In your copy, leave out the pictures and repeat the entries below exactly.

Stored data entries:
.....

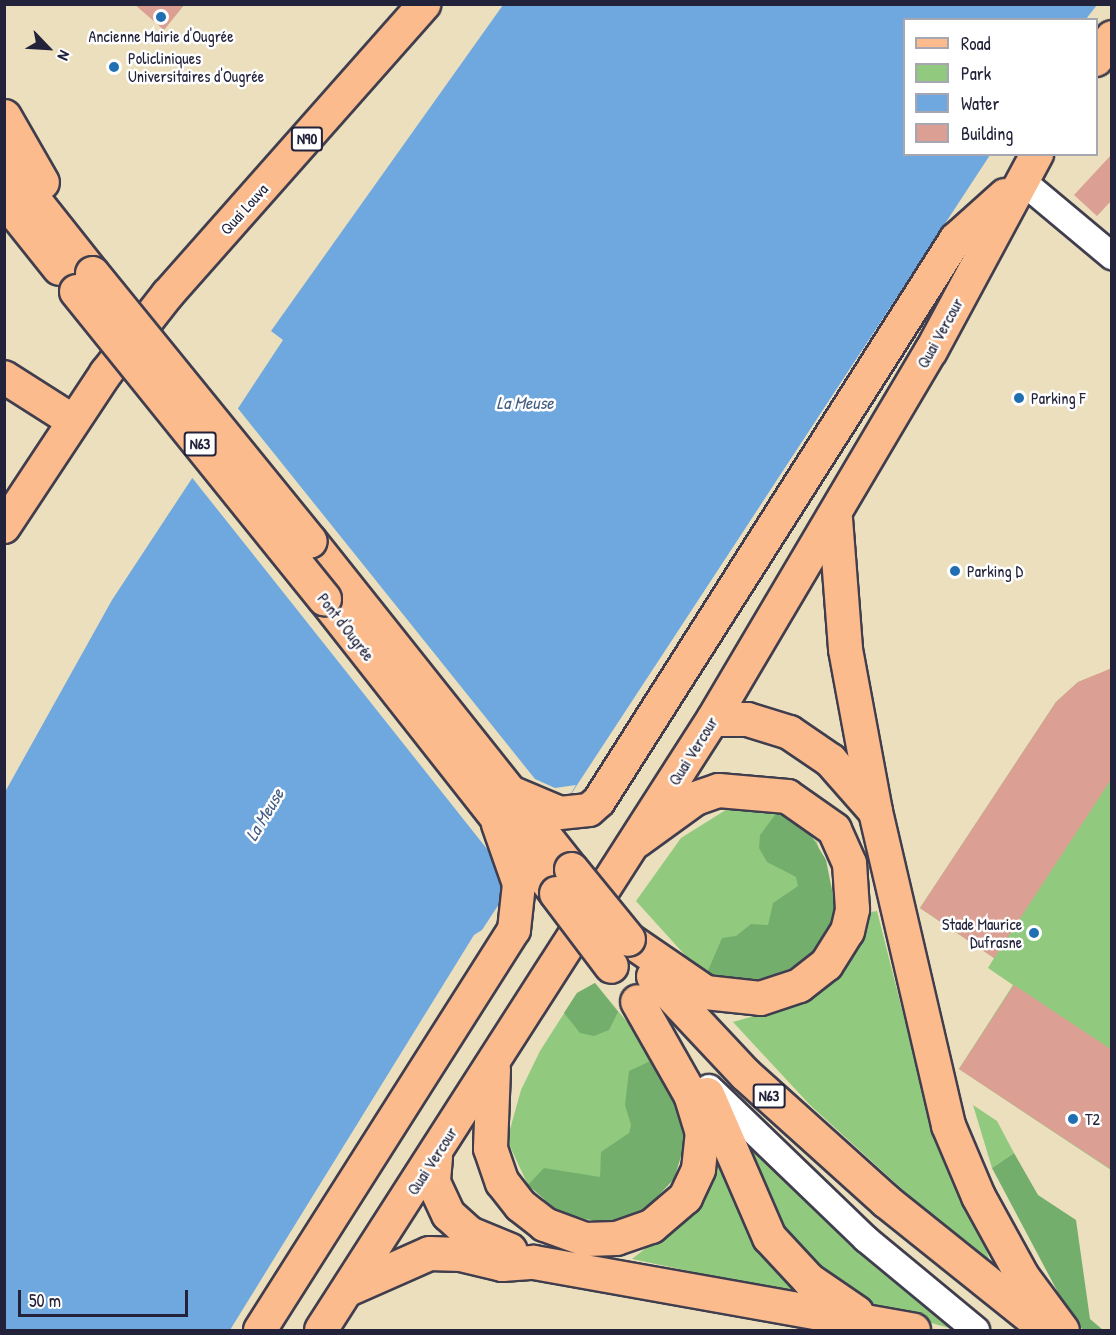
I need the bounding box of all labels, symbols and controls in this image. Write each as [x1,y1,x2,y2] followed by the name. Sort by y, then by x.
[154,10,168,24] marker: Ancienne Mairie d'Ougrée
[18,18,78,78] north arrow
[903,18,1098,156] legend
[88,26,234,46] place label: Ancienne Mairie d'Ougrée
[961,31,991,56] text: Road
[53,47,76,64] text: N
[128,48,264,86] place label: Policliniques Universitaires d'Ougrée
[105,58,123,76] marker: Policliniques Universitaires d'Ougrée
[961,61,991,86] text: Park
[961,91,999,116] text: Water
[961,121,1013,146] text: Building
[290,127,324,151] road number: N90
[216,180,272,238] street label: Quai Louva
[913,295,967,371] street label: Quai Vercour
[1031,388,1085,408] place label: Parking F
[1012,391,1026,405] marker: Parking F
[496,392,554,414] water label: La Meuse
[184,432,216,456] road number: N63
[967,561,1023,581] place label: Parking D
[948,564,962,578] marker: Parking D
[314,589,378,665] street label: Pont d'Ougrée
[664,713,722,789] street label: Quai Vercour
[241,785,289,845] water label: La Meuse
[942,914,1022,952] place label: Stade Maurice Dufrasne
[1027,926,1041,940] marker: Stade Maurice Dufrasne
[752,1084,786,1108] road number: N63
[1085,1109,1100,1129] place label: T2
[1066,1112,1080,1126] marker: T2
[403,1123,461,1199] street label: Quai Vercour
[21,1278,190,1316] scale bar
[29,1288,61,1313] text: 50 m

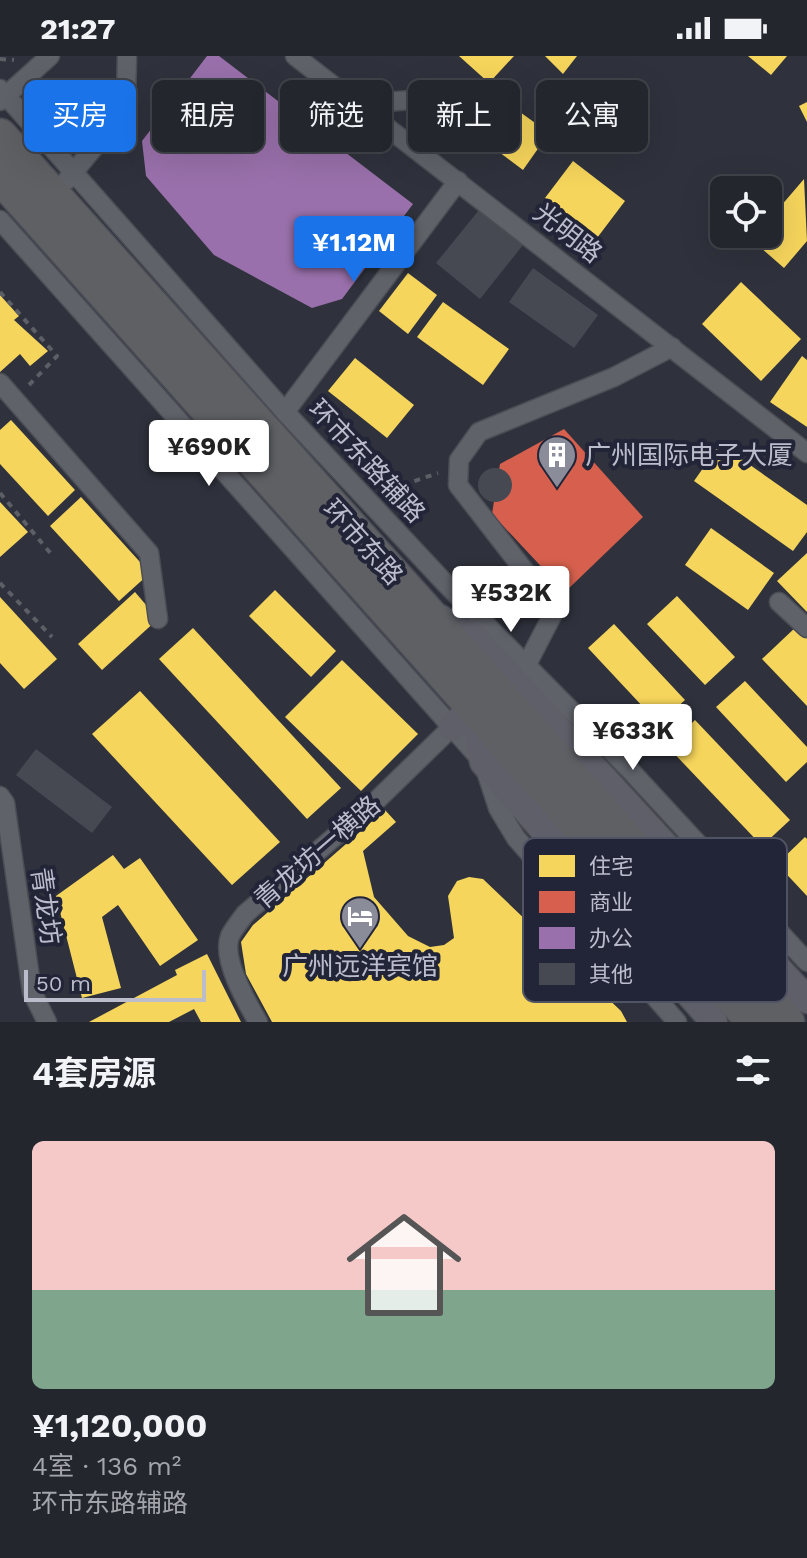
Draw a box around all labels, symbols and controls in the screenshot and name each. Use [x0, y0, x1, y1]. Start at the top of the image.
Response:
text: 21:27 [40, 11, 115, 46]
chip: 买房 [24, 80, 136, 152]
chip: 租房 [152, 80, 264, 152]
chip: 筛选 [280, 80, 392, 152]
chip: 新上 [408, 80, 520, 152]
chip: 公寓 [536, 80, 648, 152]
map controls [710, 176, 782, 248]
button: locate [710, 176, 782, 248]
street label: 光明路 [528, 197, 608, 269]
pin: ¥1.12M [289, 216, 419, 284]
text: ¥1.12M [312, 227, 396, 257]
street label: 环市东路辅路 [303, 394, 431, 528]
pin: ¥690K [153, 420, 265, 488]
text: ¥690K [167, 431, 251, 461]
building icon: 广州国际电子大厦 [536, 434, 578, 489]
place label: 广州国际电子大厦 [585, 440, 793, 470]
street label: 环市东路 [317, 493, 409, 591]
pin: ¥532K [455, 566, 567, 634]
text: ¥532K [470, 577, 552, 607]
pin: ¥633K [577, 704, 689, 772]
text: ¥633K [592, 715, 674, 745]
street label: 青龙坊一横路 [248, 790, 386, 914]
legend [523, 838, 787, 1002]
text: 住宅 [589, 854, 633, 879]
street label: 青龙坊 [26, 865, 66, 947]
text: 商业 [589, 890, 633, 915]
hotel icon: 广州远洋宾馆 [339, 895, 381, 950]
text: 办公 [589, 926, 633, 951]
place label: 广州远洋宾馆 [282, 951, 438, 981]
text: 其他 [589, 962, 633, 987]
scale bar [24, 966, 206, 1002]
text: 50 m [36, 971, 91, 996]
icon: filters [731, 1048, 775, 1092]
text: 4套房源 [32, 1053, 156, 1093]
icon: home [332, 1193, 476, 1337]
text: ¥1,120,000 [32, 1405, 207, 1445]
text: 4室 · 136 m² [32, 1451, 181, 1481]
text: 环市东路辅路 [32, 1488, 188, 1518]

.....

Written answer →
I need the bounding box of all labels, symbols and controls in this image. Write each as [x1,y1,x2,y2] followed by the name. Sort by y, then by x.
[154,10,168,24] marker: Ancienne Mairie d'Ougrée
[18,18,78,78] north arrow
[903,18,1098,156] legend
[88,26,234,46] place label: Ancienne Mairie d'Ougrée
[961,31,991,56] text: Road
[53,47,76,64] text: N
[128,48,264,86] place label: Policliniques Universitaires d'Ougrée
[105,58,123,76] marker: Policliniques Universitaires d'Ougrée
[961,61,991,86] text: Park
[961,91,999,116] text: Water
[961,121,1013,146] text: Building
[290,127,324,151] road number: N90
[216,180,272,238] street label: Quai Louva
[913,295,967,371] street label: Quai Vercour
[1031,388,1085,408] place label: Parking F
[1012,391,1026,405] marker: Parking F
[496,392,554,414] water label: La Meuse
[184,432,216,456] road number: N63
[967,561,1023,581] place label: Parking D
[948,564,962,578] marker: Parking D
[314,589,378,665] street label: Pont d'Ougrée
[664,713,722,789] street label: Quai Vercour
[241,785,289,845] water label: La Meuse
[942,914,1022,952] place label: Stade Maurice Dufrasne
[1027,926,1041,940] marker: Stade Maurice Dufrasne
[752,1084,786,1108] road number: N63
[1085,1109,1100,1129] place label: T2
[1066,1112,1080,1126] marker: T2
[403,1123,461,1199] street label: Quai Vercour
[21,1278,190,1316] scale bar
[29,1288,61,1313] text: 50 m

Draw a box around all labels, symbols and controls in the screenshot and name each. Use [x0, y0, x1, y1]. Start at the top of the image.
Response:
text: 21:27 [40, 11, 115, 46]
chip: 买房 [24, 80, 136, 152]
chip: 租房 [152, 80, 264, 152]
chip: 筛选 [280, 80, 392, 152]
chip: 新上 [408, 80, 520, 152]
chip: 公寓 [536, 80, 648, 152]
map controls [710, 176, 782, 248]
button: locate [710, 176, 782, 248]
street label: 光明路 [528, 197, 608, 269]
pin: ¥1.12M [289, 216, 419, 284]
text: ¥1.12M [312, 227, 396, 257]
street label: 环市东路辅路 [303, 394, 431, 528]
pin: ¥690K [153, 420, 265, 488]
text: ¥690K [167, 431, 251, 461]
building icon: 广州国际电子大厦 [536, 434, 578, 489]
place label: 广州国际电子大厦 [585, 440, 793, 470]
street label: 环市东路 [317, 493, 409, 591]
pin: ¥532K [455, 566, 567, 634]
text: ¥532K [470, 577, 552, 607]
pin: ¥633K [577, 704, 689, 772]
text: ¥633K [592, 715, 674, 745]
street label: 青龙坊一横路 [248, 790, 386, 914]
legend [523, 838, 787, 1002]
text: 住宅 [589, 854, 633, 879]
street label: 青龙坊 [26, 865, 66, 947]
text: 商业 [589, 890, 633, 915]
hotel icon: 广州远洋宾馆 [339, 895, 381, 950]
text: 办公 [589, 926, 633, 951]
place label: 广州远洋宾馆 [282, 951, 438, 981]
text: 其他 [589, 962, 633, 987]
scale bar [24, 966, 206, 1002]
text: 50 m [36, 971, 91, 996]
icon: filters [731, 1048, 775, 1092]
text: 4套房源 [32, 1053, 156, 1093]
icon: home [332, 1193, 476, 1337]
text: ¥1,120,000 [32, 1405, 207, 1445]
text: 4室 · 136 m² [32, 1451, 181, 1481]
text: 环市东路辅路 [32, 1488, 188, 1518]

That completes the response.